▶ **DATA**
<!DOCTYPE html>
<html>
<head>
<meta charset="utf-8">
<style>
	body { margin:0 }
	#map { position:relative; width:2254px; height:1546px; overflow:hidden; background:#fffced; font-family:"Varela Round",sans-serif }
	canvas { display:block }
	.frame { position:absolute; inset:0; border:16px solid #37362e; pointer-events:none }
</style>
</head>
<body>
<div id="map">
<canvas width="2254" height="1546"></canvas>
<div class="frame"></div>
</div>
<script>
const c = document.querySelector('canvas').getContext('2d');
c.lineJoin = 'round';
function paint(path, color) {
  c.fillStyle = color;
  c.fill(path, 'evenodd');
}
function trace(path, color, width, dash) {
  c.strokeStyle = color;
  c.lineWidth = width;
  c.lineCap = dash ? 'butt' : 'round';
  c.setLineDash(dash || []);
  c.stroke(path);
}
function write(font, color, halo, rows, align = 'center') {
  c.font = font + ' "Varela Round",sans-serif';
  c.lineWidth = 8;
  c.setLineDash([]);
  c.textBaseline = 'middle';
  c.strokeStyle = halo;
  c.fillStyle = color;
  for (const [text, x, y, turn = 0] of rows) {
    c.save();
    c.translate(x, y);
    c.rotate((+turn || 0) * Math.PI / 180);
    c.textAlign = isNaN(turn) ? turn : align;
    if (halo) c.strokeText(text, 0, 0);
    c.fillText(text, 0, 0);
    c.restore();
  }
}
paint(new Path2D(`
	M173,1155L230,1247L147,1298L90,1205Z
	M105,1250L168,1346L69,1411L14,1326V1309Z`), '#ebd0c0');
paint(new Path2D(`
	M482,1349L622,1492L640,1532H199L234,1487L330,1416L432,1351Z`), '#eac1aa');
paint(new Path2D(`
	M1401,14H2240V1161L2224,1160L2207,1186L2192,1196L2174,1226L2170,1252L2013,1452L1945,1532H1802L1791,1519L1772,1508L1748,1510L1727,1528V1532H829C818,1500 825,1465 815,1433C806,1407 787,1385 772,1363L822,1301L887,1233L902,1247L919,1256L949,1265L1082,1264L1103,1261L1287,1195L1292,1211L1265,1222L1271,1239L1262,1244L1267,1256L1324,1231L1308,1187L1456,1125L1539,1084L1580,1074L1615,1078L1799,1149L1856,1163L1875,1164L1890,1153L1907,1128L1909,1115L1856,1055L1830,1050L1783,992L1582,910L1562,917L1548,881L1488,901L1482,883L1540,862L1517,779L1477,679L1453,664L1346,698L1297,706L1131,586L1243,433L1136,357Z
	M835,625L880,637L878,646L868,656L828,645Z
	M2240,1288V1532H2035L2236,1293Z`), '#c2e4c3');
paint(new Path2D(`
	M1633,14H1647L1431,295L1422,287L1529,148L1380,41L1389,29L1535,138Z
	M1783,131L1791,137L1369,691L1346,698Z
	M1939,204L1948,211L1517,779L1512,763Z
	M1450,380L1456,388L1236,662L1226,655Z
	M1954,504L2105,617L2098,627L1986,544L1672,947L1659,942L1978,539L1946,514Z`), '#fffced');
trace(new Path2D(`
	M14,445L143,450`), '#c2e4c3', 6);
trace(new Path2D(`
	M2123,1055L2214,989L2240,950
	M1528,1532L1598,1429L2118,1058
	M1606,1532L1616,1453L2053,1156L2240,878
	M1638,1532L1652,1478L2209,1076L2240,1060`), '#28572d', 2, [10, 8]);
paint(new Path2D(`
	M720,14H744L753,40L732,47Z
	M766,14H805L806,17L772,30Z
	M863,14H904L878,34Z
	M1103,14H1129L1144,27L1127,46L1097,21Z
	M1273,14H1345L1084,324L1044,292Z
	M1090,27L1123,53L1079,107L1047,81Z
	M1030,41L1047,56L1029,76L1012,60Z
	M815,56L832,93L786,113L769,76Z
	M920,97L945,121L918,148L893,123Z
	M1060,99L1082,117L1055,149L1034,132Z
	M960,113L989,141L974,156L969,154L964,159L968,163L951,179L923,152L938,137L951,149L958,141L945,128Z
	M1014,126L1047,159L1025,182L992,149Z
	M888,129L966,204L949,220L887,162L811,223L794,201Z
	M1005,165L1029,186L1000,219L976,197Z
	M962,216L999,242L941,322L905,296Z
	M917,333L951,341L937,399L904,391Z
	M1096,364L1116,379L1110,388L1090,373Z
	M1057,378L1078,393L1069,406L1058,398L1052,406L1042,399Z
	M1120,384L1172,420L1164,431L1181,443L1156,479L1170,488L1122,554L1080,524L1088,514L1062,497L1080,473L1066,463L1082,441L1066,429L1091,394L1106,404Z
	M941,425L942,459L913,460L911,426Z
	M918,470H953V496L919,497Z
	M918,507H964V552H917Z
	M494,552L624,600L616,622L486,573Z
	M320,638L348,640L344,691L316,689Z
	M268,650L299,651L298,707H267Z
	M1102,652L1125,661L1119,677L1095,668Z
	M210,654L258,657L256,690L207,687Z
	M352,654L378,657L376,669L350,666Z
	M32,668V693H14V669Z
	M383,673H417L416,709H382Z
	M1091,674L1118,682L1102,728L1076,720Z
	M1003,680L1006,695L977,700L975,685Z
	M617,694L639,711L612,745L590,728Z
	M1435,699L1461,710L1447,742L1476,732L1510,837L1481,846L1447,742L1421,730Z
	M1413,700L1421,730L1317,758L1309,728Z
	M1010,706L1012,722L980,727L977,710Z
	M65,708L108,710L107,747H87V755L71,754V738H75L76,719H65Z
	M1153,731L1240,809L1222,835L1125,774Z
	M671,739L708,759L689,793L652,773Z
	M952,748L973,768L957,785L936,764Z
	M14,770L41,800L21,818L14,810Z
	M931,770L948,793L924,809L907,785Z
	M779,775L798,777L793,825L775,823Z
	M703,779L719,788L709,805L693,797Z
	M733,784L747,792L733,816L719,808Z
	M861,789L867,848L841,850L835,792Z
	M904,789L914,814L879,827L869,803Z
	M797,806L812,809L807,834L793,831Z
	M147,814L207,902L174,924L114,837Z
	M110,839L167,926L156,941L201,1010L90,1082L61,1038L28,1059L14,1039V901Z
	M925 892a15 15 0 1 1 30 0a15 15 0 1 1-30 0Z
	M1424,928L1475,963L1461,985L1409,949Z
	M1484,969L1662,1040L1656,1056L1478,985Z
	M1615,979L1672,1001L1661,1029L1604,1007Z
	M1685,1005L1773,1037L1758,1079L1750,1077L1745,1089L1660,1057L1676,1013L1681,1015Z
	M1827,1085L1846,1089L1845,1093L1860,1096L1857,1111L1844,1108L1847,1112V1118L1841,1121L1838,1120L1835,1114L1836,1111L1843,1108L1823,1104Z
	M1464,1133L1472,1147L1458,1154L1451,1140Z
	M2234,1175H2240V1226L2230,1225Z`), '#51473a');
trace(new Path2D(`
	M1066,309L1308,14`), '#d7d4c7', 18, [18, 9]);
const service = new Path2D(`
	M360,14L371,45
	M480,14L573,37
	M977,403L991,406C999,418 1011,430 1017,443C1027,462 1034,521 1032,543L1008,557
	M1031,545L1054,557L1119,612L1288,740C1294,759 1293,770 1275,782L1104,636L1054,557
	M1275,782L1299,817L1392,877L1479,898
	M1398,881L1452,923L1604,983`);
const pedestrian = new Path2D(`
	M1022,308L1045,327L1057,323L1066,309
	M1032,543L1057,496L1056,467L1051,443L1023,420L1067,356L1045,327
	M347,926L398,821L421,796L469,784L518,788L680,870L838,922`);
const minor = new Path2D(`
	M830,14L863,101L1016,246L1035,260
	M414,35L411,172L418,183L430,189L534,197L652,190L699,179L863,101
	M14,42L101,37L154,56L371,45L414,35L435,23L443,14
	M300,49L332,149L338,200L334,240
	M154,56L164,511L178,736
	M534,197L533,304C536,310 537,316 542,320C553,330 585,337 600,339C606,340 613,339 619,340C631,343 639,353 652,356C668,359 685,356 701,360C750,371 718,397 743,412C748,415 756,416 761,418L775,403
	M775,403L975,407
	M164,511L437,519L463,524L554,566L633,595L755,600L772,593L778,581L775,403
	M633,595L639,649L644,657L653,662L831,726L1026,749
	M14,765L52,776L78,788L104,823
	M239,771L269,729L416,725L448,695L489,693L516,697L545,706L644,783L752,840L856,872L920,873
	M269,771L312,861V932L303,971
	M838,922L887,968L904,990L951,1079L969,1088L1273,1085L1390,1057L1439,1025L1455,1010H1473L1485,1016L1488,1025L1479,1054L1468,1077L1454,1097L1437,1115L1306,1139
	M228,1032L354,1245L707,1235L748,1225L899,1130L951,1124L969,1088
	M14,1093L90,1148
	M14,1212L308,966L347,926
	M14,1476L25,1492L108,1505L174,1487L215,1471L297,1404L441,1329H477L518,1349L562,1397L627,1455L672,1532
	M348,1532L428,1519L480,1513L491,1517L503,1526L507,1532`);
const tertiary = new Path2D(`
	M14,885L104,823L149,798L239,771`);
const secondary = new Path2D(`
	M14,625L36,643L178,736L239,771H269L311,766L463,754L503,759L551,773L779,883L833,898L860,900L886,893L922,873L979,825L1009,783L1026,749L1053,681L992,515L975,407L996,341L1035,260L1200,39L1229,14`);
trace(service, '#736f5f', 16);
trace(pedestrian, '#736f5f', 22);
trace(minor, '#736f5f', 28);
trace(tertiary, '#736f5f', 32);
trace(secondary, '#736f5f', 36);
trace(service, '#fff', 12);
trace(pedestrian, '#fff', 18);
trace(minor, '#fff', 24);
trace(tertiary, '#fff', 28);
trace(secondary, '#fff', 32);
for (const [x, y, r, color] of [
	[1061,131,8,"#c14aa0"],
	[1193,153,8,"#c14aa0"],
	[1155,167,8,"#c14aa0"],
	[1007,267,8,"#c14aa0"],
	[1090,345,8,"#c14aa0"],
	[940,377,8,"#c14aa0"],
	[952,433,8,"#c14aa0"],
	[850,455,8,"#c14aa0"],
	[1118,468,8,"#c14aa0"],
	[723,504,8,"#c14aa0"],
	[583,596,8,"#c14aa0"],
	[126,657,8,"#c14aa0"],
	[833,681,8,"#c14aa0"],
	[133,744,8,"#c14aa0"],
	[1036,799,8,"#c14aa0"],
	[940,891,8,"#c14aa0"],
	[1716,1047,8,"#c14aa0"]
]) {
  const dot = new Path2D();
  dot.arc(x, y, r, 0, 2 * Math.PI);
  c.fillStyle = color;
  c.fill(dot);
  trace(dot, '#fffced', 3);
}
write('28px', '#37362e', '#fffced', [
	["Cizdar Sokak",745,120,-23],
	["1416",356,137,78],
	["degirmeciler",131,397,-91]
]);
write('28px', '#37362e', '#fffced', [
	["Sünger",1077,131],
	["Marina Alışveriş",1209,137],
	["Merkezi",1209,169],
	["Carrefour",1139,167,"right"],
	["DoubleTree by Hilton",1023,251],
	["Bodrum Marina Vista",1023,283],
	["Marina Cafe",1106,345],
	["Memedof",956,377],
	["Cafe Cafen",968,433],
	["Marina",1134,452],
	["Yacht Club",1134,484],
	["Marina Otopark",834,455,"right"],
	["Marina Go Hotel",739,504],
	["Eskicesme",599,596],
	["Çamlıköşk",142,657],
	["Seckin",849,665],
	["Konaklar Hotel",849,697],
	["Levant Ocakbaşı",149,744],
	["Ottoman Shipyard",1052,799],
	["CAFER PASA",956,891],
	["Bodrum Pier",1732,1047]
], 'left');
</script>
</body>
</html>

▶ **DESCRIPTION OF THE TASK**
Look through the listing, and copy each line in which the string "serif" turns up.

▶ **RESPONSE TO THIS TASK**
	#map { position:relative; width:2254px; height:1546px; overflow:hidden; background:#fffced; font-family:"Varela Round",sans-serif }
  c.font = font + ' "Varela Round",sans-serif';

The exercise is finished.